*Task:*
Repeat the lines from the line with "inset:0; background:#1a1a1a; transform-origin:0" to the line with "position:absolute; left:698px; top:15px;" in the listing below, keeping both end lines and adding nothing.

*Dataset records:*

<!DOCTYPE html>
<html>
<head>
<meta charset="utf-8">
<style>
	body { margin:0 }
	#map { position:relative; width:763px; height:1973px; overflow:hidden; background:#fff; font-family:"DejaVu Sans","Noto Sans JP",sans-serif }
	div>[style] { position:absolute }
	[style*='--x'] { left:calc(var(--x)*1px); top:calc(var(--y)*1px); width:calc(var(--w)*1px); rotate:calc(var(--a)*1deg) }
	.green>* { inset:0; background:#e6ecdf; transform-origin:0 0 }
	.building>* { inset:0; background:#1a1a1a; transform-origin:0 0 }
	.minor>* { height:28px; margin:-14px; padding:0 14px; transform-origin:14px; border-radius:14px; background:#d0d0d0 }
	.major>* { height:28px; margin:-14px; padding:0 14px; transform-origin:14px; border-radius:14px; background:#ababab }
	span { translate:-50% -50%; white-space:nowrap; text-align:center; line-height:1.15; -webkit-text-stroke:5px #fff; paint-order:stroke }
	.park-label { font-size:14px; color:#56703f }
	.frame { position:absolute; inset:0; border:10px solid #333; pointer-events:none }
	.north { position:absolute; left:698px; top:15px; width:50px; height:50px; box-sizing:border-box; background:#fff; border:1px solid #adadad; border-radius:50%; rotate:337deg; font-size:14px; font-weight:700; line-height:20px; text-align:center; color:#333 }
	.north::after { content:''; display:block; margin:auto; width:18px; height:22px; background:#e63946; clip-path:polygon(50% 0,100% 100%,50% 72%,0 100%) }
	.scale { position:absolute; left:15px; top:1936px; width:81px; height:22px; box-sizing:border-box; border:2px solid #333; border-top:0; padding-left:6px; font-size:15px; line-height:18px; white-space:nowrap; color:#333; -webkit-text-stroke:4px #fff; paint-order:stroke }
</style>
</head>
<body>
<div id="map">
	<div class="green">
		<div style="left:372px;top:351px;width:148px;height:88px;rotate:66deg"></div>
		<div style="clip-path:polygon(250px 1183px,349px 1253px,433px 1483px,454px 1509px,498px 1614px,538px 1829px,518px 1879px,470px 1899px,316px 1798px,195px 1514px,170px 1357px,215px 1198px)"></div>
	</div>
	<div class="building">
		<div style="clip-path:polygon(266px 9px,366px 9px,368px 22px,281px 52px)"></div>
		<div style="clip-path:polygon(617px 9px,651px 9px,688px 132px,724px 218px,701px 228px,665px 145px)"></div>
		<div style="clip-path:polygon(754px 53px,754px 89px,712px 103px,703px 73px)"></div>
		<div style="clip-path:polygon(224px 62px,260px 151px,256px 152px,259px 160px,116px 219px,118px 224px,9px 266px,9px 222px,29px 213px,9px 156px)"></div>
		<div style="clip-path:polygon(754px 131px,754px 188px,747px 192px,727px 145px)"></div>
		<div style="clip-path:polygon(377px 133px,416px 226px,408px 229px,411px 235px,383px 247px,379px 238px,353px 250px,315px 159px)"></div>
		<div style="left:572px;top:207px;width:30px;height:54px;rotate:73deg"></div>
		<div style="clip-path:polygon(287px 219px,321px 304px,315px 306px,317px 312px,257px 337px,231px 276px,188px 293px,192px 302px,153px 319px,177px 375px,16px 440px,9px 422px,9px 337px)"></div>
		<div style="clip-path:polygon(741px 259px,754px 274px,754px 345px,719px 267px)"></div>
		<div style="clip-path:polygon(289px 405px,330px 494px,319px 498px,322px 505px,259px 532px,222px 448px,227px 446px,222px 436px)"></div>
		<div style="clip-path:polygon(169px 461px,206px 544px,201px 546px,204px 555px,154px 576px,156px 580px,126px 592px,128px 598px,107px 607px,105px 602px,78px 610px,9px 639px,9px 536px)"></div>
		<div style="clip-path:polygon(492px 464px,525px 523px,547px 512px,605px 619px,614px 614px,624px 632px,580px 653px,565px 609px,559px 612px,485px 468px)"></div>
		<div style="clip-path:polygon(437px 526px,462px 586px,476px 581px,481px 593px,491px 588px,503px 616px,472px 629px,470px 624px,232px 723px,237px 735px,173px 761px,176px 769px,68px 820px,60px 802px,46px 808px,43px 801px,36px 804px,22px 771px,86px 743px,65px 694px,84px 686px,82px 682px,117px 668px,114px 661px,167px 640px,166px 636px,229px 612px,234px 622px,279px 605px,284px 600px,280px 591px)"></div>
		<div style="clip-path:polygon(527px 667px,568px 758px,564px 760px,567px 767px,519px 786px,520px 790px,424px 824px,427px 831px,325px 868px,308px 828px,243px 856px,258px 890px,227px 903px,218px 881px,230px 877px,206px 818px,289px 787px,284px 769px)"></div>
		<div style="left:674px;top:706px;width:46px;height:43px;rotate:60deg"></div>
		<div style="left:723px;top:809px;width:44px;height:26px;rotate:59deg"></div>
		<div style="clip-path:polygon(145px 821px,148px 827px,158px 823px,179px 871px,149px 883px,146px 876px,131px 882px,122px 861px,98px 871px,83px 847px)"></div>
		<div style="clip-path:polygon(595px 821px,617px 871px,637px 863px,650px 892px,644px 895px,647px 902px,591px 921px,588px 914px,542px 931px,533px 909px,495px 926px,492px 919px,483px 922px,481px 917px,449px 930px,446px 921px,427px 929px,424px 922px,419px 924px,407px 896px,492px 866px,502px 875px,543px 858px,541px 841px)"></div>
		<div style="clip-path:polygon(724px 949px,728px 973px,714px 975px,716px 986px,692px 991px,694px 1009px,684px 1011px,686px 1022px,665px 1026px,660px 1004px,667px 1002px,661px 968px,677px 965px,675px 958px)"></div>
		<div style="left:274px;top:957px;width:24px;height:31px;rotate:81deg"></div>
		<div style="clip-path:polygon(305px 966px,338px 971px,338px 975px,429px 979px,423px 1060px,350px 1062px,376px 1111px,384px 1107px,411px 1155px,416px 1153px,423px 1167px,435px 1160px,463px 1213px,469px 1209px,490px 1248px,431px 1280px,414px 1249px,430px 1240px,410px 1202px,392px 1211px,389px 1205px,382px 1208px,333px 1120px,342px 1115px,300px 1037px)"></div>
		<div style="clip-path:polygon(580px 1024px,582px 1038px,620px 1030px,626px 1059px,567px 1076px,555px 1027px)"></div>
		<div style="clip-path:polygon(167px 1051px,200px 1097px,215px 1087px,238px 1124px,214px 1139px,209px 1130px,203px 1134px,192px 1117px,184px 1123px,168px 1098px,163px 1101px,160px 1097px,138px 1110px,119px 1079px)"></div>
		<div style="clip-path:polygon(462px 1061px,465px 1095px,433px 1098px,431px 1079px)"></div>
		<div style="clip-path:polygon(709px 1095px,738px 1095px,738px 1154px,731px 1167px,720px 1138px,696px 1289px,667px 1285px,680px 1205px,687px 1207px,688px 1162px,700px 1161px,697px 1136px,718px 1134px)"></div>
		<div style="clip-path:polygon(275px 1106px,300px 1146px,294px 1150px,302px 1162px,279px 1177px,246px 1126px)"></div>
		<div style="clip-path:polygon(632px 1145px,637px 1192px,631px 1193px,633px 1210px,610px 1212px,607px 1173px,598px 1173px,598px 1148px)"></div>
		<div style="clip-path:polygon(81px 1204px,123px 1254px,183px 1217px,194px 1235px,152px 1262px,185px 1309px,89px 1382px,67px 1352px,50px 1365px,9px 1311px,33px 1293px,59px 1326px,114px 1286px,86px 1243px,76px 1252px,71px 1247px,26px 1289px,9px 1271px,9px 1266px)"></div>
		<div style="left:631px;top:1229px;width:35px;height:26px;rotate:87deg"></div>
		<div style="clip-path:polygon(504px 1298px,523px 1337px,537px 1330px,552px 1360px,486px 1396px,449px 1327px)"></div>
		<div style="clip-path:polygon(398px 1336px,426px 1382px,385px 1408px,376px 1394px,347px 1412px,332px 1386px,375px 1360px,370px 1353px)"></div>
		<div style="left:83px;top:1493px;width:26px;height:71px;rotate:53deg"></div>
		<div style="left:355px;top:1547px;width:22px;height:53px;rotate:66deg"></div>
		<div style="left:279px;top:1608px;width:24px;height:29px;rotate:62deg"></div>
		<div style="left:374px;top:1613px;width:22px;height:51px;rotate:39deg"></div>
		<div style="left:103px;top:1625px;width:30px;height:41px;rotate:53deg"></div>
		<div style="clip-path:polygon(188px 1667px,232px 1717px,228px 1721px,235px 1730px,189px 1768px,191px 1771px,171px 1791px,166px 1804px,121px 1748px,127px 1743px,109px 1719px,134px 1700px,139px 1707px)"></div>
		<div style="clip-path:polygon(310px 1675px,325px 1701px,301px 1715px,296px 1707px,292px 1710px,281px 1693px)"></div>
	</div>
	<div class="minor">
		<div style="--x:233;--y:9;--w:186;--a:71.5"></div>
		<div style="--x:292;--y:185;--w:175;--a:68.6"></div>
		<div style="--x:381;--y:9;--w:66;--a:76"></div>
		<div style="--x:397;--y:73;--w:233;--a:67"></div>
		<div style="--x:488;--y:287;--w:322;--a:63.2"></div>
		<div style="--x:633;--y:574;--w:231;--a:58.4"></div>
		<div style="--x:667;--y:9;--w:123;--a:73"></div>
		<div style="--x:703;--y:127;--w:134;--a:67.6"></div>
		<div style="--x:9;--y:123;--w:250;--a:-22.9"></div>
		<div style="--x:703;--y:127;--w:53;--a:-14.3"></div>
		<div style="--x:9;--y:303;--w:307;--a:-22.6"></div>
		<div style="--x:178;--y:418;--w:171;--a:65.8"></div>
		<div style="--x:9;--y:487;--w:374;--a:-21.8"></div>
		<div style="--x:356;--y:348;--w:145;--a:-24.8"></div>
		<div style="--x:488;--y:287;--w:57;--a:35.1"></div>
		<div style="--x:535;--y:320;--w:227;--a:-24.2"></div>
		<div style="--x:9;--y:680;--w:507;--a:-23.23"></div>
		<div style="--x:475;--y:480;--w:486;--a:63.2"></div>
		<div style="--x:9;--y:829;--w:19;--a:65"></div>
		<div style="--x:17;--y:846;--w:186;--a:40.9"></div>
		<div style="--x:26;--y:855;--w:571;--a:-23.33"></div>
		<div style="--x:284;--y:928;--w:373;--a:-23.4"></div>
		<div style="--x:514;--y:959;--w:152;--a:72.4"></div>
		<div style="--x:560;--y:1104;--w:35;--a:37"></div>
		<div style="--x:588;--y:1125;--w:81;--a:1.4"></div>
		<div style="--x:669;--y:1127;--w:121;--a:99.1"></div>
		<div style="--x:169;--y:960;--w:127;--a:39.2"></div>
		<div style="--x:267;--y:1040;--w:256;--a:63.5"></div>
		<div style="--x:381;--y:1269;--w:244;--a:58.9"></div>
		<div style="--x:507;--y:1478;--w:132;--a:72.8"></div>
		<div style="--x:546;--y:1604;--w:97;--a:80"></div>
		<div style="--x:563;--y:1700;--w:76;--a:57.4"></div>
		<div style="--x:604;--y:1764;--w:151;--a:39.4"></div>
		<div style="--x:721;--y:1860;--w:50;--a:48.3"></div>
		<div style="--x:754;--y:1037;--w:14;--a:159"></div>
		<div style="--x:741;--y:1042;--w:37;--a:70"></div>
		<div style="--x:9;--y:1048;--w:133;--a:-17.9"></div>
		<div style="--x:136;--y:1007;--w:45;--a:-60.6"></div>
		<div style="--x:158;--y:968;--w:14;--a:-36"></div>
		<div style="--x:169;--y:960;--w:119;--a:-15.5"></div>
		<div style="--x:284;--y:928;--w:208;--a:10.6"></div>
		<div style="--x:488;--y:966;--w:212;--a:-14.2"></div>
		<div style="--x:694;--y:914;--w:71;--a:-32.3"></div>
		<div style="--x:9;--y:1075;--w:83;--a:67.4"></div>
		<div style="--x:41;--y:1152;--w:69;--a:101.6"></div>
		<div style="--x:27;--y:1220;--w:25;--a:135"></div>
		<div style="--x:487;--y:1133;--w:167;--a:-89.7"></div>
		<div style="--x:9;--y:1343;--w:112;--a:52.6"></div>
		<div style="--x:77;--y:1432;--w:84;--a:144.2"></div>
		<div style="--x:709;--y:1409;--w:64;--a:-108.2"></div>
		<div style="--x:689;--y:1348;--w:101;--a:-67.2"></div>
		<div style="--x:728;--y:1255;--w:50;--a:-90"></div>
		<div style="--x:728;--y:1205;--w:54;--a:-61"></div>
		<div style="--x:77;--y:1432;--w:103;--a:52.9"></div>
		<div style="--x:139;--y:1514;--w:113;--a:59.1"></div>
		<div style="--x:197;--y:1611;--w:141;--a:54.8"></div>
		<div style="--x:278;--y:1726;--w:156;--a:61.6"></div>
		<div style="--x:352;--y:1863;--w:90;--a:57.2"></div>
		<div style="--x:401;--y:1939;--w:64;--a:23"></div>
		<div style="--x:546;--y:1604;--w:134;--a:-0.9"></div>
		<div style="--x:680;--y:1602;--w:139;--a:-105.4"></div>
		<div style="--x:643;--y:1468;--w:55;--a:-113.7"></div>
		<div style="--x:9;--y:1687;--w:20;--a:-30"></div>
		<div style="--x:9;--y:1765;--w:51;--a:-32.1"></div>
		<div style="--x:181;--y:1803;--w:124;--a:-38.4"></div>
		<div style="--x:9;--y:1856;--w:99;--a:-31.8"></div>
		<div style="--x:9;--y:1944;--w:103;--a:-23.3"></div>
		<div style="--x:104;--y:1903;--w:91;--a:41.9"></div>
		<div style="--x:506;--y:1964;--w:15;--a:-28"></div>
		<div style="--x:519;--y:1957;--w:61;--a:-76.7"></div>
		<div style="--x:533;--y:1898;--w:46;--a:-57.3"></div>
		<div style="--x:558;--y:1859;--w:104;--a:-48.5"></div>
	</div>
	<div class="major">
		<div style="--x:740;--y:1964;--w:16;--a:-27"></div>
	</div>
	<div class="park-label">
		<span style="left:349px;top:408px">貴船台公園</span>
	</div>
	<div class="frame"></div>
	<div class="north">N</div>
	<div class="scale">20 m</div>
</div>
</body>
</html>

*Answer space:*
	.building>* { inset:0; background:#1a1a1a; transform-origin:0 0 }
	.minor>* { height:28px; margin:-14px; padding:0 14px; transform-origin:14px; border-radius:14px; background:#d0d0d0 }
	.major>* { height:28px; margin:-14px; padding:0 14px; transform-origin:14px; border-radius:14px; background:#ababab }
	span { translate:-50% -50%; white-space:nowrap; text-align:center; line-height:1.15; -webkit-text-stroke:5px #fff; paint-order:stroke }
	.park-label { font-size:14px; color:#56703f }
	.frame { position:absolute; inset:0; border:10px solid #333; pointer-events:none }
	.north { position:absolute; left:698px; top:15px; width:50px; height:50px; box-sizing:border-box; background:#fff; border:1px solid #adadad; border-radius:50%; rotate:337deg; font-size:14px; font-weight:700; line-height:20px; text-align:center; color:#333 }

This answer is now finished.